Find the word "setLineDash" in the data below and copy each line that holds it.

::: PROVIDED RECORDS :::

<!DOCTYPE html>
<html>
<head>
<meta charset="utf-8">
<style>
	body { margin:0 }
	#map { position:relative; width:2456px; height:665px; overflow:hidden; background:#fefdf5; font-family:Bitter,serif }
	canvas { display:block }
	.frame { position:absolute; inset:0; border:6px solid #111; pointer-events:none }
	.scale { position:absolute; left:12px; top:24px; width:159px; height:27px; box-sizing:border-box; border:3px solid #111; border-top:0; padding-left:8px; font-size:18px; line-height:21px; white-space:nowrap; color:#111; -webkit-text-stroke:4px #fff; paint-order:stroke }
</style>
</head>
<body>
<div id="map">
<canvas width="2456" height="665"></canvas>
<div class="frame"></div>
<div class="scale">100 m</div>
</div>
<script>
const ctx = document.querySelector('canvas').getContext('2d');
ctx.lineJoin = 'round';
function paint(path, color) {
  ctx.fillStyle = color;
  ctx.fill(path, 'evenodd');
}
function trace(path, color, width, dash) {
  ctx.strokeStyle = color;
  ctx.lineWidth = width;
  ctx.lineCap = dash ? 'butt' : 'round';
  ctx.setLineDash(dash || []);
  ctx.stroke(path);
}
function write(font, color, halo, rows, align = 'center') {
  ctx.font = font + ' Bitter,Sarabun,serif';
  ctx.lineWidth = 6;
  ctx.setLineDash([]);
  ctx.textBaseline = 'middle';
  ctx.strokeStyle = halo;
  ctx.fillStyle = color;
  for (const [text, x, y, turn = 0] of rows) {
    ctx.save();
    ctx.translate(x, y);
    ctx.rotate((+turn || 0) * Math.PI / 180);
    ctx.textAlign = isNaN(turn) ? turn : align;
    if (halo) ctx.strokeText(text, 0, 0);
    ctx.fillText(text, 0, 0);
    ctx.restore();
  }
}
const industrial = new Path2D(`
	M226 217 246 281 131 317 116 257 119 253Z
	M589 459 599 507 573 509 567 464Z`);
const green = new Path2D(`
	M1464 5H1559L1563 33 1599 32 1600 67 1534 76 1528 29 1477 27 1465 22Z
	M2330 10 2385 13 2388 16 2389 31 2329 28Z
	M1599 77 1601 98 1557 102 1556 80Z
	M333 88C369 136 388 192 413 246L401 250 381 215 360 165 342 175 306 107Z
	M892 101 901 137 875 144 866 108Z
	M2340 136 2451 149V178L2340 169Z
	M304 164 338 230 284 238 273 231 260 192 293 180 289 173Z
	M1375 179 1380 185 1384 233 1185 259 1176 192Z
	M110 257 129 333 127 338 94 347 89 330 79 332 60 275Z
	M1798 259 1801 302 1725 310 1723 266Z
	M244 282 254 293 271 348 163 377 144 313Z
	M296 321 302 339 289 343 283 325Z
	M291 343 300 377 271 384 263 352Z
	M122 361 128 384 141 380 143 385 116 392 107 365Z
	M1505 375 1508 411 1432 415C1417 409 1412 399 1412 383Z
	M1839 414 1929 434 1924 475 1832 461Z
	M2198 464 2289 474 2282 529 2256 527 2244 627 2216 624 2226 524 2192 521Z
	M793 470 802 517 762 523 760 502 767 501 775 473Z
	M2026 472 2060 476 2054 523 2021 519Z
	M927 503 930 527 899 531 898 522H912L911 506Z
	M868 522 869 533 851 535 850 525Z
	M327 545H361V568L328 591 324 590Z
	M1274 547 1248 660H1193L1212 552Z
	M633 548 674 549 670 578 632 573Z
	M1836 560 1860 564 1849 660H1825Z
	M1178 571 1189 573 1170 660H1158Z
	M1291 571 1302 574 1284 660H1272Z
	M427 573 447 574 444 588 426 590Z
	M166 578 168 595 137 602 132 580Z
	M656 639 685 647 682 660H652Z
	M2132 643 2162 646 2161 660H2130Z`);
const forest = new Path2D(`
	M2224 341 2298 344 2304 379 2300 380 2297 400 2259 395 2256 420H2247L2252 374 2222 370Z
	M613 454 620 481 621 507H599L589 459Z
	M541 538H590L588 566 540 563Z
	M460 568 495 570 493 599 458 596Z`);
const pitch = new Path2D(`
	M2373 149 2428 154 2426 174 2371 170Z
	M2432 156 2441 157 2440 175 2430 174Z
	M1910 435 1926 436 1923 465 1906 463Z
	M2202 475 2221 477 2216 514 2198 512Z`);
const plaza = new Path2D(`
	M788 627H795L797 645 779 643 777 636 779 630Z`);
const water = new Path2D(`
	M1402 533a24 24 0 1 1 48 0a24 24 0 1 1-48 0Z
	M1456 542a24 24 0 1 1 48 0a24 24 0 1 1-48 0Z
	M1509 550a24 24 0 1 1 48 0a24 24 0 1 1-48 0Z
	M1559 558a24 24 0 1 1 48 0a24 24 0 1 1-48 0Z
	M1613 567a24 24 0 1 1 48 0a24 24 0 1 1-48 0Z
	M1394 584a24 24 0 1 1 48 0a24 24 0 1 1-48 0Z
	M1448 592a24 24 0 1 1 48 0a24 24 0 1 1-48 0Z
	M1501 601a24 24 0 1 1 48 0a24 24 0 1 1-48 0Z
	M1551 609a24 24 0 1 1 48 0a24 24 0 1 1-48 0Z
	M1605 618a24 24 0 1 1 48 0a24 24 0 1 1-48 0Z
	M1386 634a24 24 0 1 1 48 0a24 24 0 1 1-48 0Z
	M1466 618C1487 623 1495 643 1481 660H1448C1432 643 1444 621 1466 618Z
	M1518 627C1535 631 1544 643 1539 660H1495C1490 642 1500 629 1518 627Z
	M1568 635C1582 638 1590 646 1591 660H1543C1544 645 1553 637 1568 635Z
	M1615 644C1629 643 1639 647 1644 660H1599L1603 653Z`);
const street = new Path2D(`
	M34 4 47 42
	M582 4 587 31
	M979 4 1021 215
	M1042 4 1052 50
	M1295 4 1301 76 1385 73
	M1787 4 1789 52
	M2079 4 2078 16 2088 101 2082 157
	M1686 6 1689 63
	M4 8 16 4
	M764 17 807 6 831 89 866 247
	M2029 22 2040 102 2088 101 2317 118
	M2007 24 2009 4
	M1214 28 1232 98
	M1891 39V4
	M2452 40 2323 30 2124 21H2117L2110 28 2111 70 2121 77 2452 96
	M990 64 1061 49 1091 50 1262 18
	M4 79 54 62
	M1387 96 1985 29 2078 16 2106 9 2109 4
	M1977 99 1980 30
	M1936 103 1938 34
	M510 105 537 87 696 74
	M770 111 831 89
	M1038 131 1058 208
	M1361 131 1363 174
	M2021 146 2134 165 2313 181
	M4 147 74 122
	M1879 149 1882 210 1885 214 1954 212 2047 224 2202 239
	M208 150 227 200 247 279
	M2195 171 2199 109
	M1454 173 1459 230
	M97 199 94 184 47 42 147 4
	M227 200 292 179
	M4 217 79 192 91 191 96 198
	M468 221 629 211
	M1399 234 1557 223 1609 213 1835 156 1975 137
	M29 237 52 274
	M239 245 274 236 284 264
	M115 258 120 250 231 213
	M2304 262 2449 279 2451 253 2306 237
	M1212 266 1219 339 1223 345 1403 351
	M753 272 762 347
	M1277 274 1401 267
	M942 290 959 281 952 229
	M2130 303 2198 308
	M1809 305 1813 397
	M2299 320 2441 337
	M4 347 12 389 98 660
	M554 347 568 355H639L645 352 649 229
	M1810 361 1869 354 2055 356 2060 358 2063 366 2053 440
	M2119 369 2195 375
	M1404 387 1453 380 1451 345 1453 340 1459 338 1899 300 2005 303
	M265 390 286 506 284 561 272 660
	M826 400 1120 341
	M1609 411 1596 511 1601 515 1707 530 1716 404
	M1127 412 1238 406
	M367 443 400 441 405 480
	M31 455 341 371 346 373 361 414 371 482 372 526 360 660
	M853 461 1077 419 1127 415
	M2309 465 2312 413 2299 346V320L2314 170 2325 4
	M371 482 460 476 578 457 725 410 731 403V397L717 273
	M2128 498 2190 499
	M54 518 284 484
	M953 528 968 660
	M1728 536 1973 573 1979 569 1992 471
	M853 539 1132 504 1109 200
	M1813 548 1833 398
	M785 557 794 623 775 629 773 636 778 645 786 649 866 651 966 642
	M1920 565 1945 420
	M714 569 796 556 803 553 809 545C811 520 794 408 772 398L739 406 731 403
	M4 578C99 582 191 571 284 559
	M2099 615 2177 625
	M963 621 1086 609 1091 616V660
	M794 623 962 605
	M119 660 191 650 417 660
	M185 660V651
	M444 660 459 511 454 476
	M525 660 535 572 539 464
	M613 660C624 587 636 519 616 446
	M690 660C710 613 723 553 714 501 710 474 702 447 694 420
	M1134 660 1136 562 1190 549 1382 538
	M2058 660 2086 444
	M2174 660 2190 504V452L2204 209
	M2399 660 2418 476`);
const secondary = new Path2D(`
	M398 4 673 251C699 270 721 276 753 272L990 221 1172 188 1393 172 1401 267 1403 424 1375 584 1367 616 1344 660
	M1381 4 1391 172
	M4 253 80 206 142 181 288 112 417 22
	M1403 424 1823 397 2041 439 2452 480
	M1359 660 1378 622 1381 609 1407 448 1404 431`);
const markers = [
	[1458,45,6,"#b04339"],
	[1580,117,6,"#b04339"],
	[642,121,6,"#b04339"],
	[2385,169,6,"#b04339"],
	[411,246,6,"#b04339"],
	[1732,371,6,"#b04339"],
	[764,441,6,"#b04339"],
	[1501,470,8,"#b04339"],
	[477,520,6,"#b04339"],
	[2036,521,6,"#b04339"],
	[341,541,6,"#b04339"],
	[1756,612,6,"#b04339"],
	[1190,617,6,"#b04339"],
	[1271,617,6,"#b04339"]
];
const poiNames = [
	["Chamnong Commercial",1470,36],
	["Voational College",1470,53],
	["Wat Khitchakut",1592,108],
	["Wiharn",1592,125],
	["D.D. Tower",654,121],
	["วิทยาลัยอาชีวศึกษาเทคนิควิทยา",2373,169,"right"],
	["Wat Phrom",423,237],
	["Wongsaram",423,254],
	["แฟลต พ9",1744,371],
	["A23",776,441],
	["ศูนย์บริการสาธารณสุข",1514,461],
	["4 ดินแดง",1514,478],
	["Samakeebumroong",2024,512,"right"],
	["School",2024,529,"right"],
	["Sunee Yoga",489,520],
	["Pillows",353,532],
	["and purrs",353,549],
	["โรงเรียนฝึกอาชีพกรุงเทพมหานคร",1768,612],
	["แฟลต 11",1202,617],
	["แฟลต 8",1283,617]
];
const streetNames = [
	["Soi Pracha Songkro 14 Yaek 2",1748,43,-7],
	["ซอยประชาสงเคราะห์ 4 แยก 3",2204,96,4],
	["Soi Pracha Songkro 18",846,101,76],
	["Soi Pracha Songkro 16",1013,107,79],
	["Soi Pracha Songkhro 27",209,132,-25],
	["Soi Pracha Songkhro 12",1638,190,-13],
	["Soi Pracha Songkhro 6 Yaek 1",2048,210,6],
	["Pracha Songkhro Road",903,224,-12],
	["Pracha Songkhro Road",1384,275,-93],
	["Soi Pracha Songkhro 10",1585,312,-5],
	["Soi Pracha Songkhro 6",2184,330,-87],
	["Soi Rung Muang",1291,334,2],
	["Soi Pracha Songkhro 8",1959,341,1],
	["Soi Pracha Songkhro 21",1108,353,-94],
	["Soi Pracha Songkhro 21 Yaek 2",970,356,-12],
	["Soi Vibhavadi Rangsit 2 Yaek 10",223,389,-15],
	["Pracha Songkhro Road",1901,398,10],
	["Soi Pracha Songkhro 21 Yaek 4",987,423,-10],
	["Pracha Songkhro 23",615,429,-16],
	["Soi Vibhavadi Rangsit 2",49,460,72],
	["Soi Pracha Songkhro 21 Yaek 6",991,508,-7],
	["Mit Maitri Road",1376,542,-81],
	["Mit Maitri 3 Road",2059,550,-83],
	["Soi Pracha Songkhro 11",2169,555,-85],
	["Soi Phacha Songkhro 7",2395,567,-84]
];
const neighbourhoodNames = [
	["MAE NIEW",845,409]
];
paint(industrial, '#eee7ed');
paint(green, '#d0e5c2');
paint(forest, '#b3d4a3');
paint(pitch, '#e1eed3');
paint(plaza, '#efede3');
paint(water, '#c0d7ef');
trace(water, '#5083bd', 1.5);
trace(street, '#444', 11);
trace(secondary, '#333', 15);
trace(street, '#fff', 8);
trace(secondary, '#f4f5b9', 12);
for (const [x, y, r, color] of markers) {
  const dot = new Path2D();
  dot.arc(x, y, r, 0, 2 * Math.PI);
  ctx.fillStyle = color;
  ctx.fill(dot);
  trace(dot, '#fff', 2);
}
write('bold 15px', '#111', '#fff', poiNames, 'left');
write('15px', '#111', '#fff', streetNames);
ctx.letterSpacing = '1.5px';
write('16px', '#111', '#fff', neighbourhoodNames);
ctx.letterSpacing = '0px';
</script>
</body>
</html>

:::

REPLY
  ctx.setLineDash(dash || []);
  ctx.setLineDash([]);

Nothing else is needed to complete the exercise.